Summary: This paper presents feminist reappropriations of the concept of alienation inherited from the philosophical tradition. After a brief review of the essential milestones of this tradition through the philosophies of Rousseau, Hegel and Marx, it distinguishes three main forms of feminist conceptualizations of alienation. These positions share the critical analysis of a specifically feminine form of alienation, linked to a multiplicity of phenomena (dispossession of capacities, fragmentation of the body, reduction to the object, paradoxical adhesion to subjection). First, we present Simone de Beauvoir’s conception of alienation. Marked by existentialism, her thought considers alienation as a constitutive dimension of human existence, while seeking to grasp both the psychic and social determinants of the specific alienation of women.
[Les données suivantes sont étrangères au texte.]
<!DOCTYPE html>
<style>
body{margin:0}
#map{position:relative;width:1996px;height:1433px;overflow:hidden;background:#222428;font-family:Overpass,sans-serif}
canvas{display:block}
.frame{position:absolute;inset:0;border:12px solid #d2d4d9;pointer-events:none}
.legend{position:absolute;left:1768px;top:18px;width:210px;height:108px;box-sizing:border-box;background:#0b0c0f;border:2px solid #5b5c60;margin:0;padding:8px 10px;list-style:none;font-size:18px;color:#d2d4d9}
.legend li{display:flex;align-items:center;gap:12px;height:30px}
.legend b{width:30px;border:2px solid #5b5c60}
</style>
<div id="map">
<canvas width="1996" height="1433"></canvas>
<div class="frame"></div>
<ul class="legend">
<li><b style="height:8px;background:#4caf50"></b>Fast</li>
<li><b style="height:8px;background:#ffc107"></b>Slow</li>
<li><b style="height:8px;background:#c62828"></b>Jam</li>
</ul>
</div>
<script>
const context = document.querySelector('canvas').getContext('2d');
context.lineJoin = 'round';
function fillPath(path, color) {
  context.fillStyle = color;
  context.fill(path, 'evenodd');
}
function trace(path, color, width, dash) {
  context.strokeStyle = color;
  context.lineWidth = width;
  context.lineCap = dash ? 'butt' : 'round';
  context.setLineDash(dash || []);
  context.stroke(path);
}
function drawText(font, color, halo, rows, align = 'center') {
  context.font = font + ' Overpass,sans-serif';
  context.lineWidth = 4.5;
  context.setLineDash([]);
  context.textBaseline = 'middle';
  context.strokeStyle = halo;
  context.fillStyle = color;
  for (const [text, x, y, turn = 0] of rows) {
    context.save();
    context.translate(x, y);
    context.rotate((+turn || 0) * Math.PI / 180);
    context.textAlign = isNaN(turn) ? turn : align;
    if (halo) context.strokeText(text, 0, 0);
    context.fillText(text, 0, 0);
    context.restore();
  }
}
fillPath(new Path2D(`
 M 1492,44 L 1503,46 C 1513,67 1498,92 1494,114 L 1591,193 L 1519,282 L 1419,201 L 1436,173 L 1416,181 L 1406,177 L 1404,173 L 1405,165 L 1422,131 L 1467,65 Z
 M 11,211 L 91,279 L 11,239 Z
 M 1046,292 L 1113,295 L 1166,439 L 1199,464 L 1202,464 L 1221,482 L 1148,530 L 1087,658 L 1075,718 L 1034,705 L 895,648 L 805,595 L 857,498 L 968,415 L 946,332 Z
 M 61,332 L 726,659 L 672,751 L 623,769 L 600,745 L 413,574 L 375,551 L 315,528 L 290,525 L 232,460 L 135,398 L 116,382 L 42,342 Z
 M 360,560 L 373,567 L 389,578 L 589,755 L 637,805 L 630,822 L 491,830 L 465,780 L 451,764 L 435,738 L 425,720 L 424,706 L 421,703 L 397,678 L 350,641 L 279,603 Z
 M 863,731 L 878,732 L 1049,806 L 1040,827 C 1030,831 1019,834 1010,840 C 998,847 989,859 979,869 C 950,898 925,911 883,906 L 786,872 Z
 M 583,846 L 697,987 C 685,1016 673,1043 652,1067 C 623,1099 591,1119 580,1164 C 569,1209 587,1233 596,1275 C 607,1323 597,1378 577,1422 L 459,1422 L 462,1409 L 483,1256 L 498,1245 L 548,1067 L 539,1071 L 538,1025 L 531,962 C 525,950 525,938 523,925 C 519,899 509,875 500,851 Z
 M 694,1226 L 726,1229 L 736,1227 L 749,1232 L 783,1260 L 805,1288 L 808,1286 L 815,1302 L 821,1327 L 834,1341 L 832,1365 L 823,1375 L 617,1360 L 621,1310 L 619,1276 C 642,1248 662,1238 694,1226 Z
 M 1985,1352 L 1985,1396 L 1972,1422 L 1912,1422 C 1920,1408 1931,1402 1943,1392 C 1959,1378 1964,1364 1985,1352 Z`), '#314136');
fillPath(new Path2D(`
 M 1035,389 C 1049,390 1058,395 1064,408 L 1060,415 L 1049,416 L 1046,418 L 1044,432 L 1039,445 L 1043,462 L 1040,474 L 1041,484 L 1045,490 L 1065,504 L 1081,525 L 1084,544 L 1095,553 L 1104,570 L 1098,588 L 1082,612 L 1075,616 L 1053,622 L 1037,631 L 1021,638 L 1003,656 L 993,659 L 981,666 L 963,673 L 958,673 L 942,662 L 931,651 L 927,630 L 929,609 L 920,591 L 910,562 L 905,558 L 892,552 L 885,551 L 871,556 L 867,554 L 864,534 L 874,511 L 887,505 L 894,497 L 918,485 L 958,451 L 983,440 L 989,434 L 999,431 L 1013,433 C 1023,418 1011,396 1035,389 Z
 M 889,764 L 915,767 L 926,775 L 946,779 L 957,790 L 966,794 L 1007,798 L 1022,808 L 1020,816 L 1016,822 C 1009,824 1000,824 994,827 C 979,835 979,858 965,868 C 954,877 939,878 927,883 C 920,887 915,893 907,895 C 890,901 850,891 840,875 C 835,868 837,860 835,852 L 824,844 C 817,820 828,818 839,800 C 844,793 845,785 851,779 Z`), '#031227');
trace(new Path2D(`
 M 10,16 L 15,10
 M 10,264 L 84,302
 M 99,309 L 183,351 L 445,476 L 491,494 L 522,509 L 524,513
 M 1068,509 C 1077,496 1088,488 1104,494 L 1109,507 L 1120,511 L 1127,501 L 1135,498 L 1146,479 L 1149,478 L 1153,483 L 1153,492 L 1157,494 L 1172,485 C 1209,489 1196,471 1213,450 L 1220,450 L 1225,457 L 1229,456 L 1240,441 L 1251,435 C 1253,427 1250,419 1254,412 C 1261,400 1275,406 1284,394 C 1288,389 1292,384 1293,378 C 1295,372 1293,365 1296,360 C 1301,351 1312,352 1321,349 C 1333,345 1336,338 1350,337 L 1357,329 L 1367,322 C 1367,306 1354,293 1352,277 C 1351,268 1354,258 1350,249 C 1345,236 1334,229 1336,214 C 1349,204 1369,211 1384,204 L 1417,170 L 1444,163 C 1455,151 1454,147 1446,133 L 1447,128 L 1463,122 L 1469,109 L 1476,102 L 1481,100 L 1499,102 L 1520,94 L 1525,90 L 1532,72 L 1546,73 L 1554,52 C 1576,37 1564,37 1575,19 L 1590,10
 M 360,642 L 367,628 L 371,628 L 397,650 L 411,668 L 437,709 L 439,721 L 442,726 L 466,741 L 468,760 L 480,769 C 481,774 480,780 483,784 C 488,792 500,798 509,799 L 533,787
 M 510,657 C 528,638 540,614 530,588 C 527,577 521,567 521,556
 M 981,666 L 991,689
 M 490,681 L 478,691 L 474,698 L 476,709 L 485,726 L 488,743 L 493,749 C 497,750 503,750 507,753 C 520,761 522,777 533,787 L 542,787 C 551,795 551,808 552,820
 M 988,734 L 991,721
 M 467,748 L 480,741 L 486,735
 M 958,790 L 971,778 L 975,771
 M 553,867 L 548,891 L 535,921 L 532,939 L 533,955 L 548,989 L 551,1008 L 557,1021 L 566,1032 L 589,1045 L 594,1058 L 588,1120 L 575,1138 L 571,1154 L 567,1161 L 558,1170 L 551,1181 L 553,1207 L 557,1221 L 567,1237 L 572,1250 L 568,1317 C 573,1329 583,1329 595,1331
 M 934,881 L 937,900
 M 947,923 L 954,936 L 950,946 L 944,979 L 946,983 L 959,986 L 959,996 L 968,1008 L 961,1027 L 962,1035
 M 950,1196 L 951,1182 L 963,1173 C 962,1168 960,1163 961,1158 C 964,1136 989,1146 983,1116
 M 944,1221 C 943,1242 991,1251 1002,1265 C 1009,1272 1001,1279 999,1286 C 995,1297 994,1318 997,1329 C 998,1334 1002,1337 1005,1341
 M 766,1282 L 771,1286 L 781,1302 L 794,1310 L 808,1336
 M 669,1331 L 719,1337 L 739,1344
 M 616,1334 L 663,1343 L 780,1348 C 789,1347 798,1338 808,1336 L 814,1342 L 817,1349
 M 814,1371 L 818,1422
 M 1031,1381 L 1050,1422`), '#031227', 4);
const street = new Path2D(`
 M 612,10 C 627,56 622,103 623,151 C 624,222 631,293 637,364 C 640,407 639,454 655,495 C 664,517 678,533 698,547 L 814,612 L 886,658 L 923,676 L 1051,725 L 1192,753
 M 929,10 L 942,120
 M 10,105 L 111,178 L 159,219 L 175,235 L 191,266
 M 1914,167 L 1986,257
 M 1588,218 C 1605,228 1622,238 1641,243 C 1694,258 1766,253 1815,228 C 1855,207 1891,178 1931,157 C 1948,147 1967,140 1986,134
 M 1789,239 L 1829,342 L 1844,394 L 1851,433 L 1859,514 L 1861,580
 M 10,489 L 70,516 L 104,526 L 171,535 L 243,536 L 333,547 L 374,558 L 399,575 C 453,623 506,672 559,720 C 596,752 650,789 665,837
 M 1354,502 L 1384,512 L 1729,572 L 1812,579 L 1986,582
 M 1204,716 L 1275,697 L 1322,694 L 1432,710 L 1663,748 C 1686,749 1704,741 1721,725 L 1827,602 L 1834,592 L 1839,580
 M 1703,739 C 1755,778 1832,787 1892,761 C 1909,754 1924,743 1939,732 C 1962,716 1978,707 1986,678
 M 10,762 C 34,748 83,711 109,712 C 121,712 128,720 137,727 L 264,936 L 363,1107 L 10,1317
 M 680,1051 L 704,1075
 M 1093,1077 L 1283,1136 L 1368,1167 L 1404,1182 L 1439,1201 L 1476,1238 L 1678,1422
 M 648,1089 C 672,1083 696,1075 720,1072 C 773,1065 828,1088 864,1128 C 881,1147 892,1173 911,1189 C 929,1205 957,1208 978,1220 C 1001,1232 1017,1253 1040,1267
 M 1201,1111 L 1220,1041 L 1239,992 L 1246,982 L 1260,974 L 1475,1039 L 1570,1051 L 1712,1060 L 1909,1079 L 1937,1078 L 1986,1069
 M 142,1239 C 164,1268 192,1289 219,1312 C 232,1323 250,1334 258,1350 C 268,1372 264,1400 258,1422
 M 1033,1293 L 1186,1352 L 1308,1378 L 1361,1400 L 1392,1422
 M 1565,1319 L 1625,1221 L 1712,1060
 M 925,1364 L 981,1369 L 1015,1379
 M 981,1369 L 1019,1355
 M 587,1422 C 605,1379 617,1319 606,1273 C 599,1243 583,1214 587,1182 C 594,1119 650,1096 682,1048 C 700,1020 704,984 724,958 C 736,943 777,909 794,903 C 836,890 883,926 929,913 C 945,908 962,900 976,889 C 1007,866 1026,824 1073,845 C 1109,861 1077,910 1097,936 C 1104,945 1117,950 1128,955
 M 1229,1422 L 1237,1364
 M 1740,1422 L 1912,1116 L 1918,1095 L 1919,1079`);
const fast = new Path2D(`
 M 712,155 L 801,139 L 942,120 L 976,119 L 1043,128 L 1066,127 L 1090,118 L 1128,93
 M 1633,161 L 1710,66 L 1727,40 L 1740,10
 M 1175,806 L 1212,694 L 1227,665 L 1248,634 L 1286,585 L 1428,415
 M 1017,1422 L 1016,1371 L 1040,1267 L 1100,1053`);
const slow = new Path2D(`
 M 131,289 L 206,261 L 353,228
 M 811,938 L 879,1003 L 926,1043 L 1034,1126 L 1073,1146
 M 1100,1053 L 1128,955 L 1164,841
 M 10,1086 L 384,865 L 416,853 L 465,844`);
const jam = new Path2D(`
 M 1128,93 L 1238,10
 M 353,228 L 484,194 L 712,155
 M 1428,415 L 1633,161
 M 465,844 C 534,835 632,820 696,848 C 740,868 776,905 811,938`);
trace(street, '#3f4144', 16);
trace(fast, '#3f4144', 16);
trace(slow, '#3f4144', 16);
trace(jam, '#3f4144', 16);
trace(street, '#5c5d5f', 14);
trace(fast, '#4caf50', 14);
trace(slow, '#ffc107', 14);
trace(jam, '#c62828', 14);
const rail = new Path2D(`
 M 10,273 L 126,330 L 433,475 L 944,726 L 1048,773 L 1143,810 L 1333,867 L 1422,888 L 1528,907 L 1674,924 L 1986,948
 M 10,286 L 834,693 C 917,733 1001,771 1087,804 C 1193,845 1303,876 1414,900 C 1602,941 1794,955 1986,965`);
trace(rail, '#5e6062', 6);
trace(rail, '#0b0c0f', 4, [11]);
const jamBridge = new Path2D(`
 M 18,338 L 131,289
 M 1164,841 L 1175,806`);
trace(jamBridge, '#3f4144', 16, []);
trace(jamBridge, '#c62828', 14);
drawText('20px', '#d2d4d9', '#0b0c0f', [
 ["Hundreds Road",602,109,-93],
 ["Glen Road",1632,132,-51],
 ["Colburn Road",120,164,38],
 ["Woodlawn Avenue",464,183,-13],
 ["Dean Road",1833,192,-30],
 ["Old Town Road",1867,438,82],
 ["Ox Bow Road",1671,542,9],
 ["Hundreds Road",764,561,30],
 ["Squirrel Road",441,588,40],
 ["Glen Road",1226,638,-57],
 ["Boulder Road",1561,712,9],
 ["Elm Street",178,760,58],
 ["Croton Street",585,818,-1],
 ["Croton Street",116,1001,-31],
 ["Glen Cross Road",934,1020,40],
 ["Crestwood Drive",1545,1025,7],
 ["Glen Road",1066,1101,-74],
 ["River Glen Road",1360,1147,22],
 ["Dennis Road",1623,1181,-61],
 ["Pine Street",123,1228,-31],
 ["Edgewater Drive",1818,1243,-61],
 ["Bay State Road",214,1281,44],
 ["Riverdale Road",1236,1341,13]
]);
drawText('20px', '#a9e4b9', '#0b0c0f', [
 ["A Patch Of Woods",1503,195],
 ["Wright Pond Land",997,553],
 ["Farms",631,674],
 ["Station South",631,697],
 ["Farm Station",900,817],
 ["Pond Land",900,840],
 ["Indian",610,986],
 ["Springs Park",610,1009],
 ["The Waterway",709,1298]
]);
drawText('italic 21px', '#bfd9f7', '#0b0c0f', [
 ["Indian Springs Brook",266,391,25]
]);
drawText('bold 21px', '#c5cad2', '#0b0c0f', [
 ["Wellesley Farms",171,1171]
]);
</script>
This inaugural feminist conceptualization is characterized by a dual approach, both ontological and social-historical, which has had a lasting impact upon feminist thinking on alienation. Then, we distinguish two fields of contemporary criticism, inherited from Beauvoir: the feminist critique of sexual objectification, on the one hand, and the feminist-Marxist critique, on the other. While the former gives to the reflection on alienation an ethical and juridical scope, namely by exposing the moral issues implied by the instrumental treatment of the female body, the latter privileges the study of the capitalist structures that perpetuate female self-alienation, thus resisting the effects of moral critique. The article concludes with a discussion of the reasons for the striking dichotomy that still divides the social philosophy of alienation and feminist thought on alienation, and proposes to overcome it through the Critical Theory of the Frankfurt School.